In December alone, investors appear to have initiated Madoff-related suits against at least seven distinct third party investment groups. This trend has continued in 2009, as more investors who thought they were investing with a fund or adviser they had confidence in, have discovered that their money was actually being invested with Madoff. Often, Madoff and the intermediary fund or adviser appear to have tried to keep Madoff’s role secret from the investor.

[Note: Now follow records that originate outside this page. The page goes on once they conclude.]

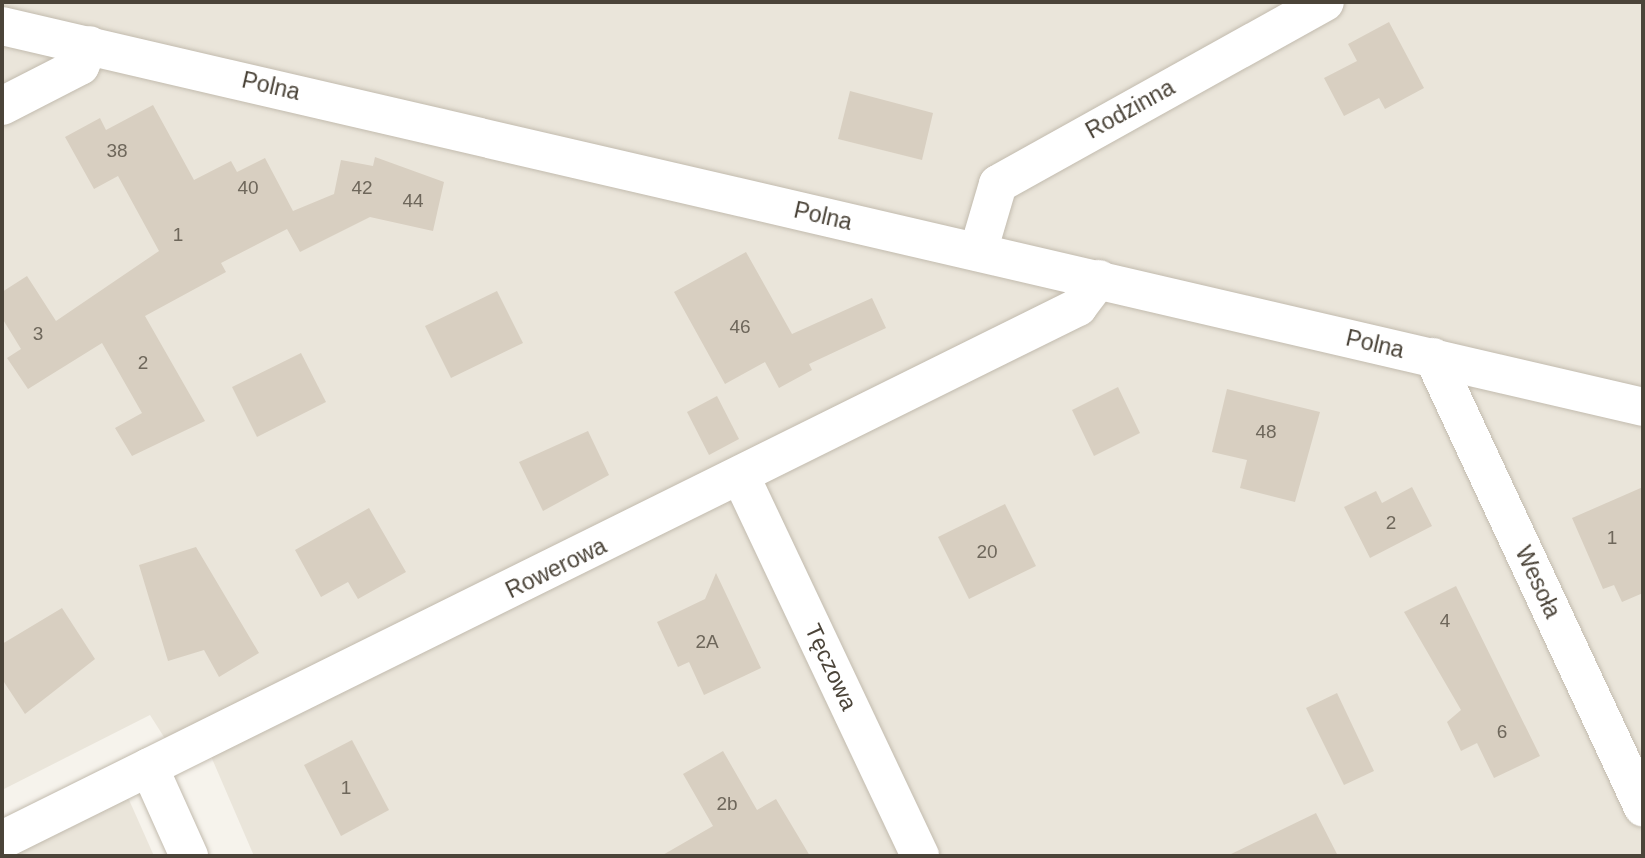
<!DOCTYPE html>
<html>
<head>
<meta charset="utf-8">
<style>
	body { margin:0 }
	#map { position:relative; width:1645px; height:858px; overflow:hidden; background:#f6f3ec; font-family:Helvetica,sans-serif }
	div>[style] { position:absolute }
	[style*='--x'] { left:calc(var(--x)*1px); top:calc(var(--y)*1px); width:calc(var(--w)*1px); rotate:calc(var(--a)*1deg) }
	.residential>* { inset:0; background:#eae5da }
	.building>* { inset:0; background:#d8cfc1 }
	.roads { filter:drop-shadow(0 0 2px #c2bbae) drop-shadow(0 0 2px #c2bbae) }
	.minor>* { height:38px; margin:-19px; padding:0 19px; transform-origin:19px; border-radius:19px; background:#fff }
	span { translate:-50% -50%; white-space:nowrap; text-align:center; line-height:1.15; -webkit-text-stroke:5px #fff; paint-order:stroke }
	.number-label { font-size:19px; color:#6e675b }
	.number-label span { -webkit-text-stroke-width:0 }
	.street-label { font-size:23px; color:#4b4439 }
	.frame { position:absolute; inset:0; border:4px solid #4b4439; pointer-events:none }
</style>
</head>
<body>
<div id="map">
	<div class="residential">
		<div style="clip-path:polygon(2px 2px,1643px 2px,1643px 856px,254px 856px,210px 754px,183px 767px,150px 715px,2px 790px)"></div>
		<div style="clip-path:polygon(126px 793px,154px 856px,2px 856px)"></div>
	</div>
	<div class="building">
		<div style="clip-path:polygon(1389px 22px,1424px 88px,1385px 109px,1379px 98px,1344px 116px,1324px 78px,1357px 61px,1348px 44px)"></div>
		<div style="clip-path:polygon(850px 91px,933px 113px,922px 160px,838px 139px)"></div>
		<div style="clip-path:polygon(153px 105px,194px 180px,231px 161px,237px 172px,265px 158px,293px 211px,334px 194px,341px 160px,373px 166px,375px 157px,444px 182px,433px 231px,370px 217px,300px 252px,287px 229px,221px 263px,226px 272px,145px 316px,205px 421px,132px 456px,115px 428px,142px 413px,102px 343px,28px 389px,7px 358px,21px 349px,2px 318px,2px 292px,27px 276px,56px 321px,159px 251px,118px 176px,94px 189px,65px 137px,100px 118px,106px 130px)"></div>
		<div style="clip-path:polygon(746px 252px,792px 334px,872px 298px,886px 328px,809px 364px,812px 370px,779px 388px,765px 362px,725px 384px,674px 292px)"></div>
		<div style="clip-path:polygon(497px 291px,523px 343px,451px 378px,425px 326px)"></div>
		<div style="clip-path:polygon(301px 353px,326px 402px,257px 437px,232px 387px)"></div>
		<div style="clip-path:polygon(1118px 387px,1140px 433px,1094px 456px,1072px 410px)"></div>
		<div style="clip-path:polygon(1227px 389px,1320px 412px,1295px 502px,1240px 488px,1247px 460px,1212px 452px)"></div>
		<div style="clip-path:polygon(717px 396px,739px 439px,709px 455px,687px 412px)"></div>
		<div style="clip-path:polygon(588px 431px,609px 475px,543px 511px,519px 462px)"></div>
		<div style="clip-path:polygon(1412px 487px,1432px 526px,1370px 558px,1344px 507px,1376px 491px,1382px 503px)"></div>
		<div style="clip-path:polygon(1643px 487px,1643px 593px,1622px 602px,1614px 585px,1603px 589px,1572px 518px)"></div>
		<div style="clip-path:polygon(1005px 504px,1036px 566px,969px 599px,938px 537px)"></div>
		<div style="clip-path:polygon(369px 508px,406px 572px,358px 599px,348px 582px,321px 597px,295px 550px)"></div>
		<div style="clip-path:polygon(196px 547px,259px 653px,219px 677px,204px 650px,168px 661px,139px 565px)"></div>
		<div style="clip-path:polygon(716px 573px,761px 668px,704px 695px,689px 662px,678px 667px,657px 622px,705px 599px)"></div>
		<div style="clip-path:polygon(1456px 586px,1540px 756px,1494px 778px,1477px 743px,1461px 751px,1447px 722px,1461px 710px,1404px 612px)"></div>
		<div style="clip-path:polygon(62px 608px,95px 659px,25px 714px,2px 679px,2px 644px)"></div>
		<div style="clip-path:polygon(1337px 693px,1374px 771px,1344px 785px,1306px 708px)"></div>
		<div style="clip-path:polygon(352px 740px,389px 810px,341px 836px,304px 765px)"></div>
		<div style="clip-path:polygon(723px 751px,757px 810px,776px 799px,810px 856px,661px 856px,713px 826px,683px 774px)"></div>
		<div style="clip-path:polygon(1316px 813px,1338px 856px,1227px 856px)"></div>
	</div>
	<div class="roads">
		<div class="minor">
			<div style="--x:2;--y:26;--w:1685;--a:13.07"></div>
			<div style="--x:2;--y:106;--w:88;--a:-27.1"></div>
			<div style="--x:80;--y:66;--w:23;--a:-65"></div>
			<div style="--x:978;--y:252;--w:71;--a:-73.6"></div>
			<div style="--x:998;--y:184;--w:374;--a:-29.1"></div>
			<div style="--x:1433;--y:357;--w:497;--a:65"></div>
			<div style="--x:741;--y:477;--w:419;--a:64.7"></div>
			<div style="--x:149;--y:767;--w:98;--a:65.8"></div>
			<div style="--x:2;--y:840;--w:1201;--a:-26.35"></div>
			<div style="--x:1078;--y:307;--w:35;--a:-53"></div>
		</div>
	</div>
	<div class="number-label">
		<span style="left:117px;top:151px">38</span>
		<span style="left:248px;top:188px">40</span>
		<span style="left:362px;top:188px">42</span>
		<span style="left:413px;top:201px">44</span>
		<span style="left:178px;top:235px">1</span>
		<span style="left:740px;top:327px">46</span>
		<span style="left:38px;top:334px">3</span>
		<span style="left:143px;top:363px">2</span>
		<span style="left:1266px;top:432px">48</span>
		<span style="left:1391px;top:523px">2</span>
		<span style="left:1612px;top:538px">1</span>
		<span style="left:987px;top:552px">20</span>
		<span style="left:1445px;top:621px">4</span>
		<span style="left:707px;top:642px">2A</span>
		<span style="left:1502px;top:732px">6</span>
		<span style="left:346px;top:788px">1</span>
		<span style="left:727px;top:804px">2b</span>
	</div>
	<div class="street-label">
		<span style="left:271px;top:86px;rotate:13deg">Polna</span>
		<span style="left:1130px;top:109px;rotate:-29deg">Rodzinna</span>
		<span style="left:823px;top:216px;rotate:13deg">Polna</span>
		<span style="left:1375px;top:344px;rotate:13deg">Polna</span>
		<span style="left:556px;top:568px;rotate:-26deg">Rowerowa</span>
		<span style="left:1538px;top:582px;rotate:65deg">Wesoła</span>
		<span style="left:831px;top:667px;rotate:65deg">Tęczowa</span>
	</div>
	<div class="frame"></div>
</div>
</body>
</html>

Oppenheimer Funds and Pioneer Investments are among the prominent U.S. organizations that have indicated that their customers have suffered Madoff-related losses. Nor have foreign organizations been spared. For example, two large European banks, Banco Santander and HSBC Holdings, report suffering Madoff-related losses of approximately $3 billion and $1 billion respectively. Reportedly, Spain’s anticorruption prosecutor is investigating the relationships among Banco Santander, the investment fund Fairfield Greenwich Group, and the Madoff scheme, with a number of Santander clients contemplating suit.
In a somewhat similar situation, an investor has filed a suit naming Sonja Kohn, the chairwoman of Bank Medici AG in Vienna, Austria – and the woman behind much of Madoff’s European business – alleging an improper failure to disclose that the investor’s money was being funneled to Madoff.